If all that seems a bit excessive, for what can mostly be achieved with binoculars and a phrasebook, then Glasgow University’s project in a similar vein might interest you more. The project is slightly different – rather than serving as a souped-up Gameboy to pacify the impatient passenger, GU wants to make the next generation of “heads-up displays” already familiar from the world of military aviation. These would be computer-screen like windshields for the driver of the vehicle to glean data (speed, fuel levels), without having to take his or her eyes off the road.
As The Engineer recently reported, it’s a quest that’s involving researchers across Europe, including the automaker Fiat and the glassmaker Saint-Gobin. At the heart of the project is an effort to commercialize 3-D nanostructures on the windows surface that “affect the brightness and direction of the light.” Rather than projecting the display on the windshield, LEDs would emit light at the windshield’s edge; the nanostructures imprinted on the glass would then emit the light in the proper locations to display information. The whole process would be more energy efficient than an old-school projection method. If the project works, it could also lead to brighter LED screens and even “dumb” windows that nonetheless let in more natural light (hence Saint-Gobin’s interest).

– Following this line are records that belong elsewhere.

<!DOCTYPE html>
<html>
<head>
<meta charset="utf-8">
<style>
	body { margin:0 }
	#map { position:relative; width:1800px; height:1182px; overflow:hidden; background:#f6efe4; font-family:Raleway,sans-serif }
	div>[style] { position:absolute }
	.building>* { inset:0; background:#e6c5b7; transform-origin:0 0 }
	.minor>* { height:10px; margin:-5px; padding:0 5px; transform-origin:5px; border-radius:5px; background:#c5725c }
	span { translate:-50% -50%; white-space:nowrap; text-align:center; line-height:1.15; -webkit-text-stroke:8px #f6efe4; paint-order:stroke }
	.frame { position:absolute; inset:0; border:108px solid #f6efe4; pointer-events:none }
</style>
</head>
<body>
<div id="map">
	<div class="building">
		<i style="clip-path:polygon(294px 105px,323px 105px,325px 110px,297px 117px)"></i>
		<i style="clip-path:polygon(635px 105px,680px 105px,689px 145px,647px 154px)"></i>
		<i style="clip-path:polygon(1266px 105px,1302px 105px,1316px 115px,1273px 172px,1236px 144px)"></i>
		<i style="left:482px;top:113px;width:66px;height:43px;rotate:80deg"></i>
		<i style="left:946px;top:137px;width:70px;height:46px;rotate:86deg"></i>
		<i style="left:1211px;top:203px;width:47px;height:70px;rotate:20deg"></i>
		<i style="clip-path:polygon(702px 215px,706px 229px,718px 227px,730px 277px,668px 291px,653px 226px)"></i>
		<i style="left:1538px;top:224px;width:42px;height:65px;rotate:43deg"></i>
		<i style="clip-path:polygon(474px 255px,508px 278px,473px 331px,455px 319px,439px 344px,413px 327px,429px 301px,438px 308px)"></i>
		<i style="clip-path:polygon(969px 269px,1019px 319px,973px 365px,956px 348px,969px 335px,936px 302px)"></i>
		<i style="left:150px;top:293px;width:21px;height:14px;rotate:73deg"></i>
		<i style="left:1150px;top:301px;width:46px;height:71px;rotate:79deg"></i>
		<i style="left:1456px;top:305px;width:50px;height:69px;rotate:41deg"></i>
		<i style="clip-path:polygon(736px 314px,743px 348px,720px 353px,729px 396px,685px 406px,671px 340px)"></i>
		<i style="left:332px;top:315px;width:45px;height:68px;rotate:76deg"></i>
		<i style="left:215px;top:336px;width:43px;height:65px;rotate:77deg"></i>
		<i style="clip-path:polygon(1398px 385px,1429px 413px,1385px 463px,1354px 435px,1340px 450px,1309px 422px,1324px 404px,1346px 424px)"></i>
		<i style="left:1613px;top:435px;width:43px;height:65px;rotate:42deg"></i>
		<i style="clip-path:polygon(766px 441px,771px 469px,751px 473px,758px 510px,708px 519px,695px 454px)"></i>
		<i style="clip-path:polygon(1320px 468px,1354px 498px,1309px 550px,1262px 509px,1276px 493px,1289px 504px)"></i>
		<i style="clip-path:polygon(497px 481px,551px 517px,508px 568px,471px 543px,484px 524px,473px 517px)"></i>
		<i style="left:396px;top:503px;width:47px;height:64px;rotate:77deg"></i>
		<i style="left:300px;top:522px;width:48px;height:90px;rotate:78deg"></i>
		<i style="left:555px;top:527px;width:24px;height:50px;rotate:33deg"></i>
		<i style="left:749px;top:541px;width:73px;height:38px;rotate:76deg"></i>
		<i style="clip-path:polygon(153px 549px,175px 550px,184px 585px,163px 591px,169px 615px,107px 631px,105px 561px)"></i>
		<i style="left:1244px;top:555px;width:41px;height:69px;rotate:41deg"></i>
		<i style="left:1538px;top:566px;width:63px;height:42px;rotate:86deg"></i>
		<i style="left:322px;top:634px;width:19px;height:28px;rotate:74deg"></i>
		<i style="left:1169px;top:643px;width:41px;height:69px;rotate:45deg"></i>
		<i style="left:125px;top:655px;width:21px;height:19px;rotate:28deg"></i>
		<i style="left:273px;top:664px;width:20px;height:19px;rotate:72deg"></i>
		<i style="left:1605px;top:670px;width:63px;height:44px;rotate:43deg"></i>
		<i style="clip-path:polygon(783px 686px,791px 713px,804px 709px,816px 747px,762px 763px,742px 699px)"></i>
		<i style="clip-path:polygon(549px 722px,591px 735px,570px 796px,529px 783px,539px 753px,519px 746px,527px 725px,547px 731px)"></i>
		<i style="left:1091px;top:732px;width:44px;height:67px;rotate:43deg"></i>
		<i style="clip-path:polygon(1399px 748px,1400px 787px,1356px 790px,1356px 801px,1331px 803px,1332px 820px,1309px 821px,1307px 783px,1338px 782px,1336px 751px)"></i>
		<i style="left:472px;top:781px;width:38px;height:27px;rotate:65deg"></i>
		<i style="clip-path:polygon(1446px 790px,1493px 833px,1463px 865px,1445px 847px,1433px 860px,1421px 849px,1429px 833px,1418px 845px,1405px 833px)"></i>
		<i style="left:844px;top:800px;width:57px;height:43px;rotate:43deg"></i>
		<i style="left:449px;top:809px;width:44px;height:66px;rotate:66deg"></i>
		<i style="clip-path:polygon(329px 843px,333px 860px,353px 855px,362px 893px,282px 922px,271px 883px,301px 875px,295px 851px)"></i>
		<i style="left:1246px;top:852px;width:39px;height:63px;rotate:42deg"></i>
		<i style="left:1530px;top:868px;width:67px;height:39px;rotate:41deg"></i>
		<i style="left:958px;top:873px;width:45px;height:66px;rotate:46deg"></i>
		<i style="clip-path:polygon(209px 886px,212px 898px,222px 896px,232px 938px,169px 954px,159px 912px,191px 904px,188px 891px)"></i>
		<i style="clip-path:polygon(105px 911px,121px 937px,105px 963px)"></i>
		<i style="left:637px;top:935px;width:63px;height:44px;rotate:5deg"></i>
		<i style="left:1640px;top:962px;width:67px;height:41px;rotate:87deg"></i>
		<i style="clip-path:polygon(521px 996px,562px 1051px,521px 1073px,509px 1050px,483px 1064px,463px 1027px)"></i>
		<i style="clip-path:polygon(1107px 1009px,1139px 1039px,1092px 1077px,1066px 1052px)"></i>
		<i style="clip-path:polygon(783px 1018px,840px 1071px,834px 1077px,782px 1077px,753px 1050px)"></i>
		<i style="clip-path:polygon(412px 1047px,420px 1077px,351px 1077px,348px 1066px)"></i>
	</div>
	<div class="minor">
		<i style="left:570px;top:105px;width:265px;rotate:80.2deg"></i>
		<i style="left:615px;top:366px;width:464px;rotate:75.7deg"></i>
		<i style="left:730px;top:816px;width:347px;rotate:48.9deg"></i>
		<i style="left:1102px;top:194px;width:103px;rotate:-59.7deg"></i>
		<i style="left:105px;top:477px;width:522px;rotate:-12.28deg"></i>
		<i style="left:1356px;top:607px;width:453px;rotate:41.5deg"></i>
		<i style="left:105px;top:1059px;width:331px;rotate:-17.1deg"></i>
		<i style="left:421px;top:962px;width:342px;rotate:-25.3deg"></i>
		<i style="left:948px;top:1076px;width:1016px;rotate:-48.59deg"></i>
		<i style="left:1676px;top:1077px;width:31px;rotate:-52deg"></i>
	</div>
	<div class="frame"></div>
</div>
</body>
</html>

Still not satisfied with the selection of brainiac windows in the works? The Los Angeles Times directs us to one more: interactive touchscreen car window stickers. Whereas Toyota’s interested in the passenger, and Fiat’s interested in the driver, Cadillac – and the digital marketing agency it’s working with, Fusion92 – is interested in the potential buyer who’s just walked into the showroom. “At first glance, it looks like any ordinary window sticker displaying price, features, fuel economy and such,” explains Fusion92 on its site, “but when a customer walks by the car the window comes to life, making the glass a fully interactive touch-screen kiosk.” A prospective buyer can fiddle with the sticker to customize the car’s features, watch videos of the car in action, and share information about the car over Facebook and Twitter. A video shows the sticker in action.
Enough with looking through windows; apparently, it’s time to start looking at them.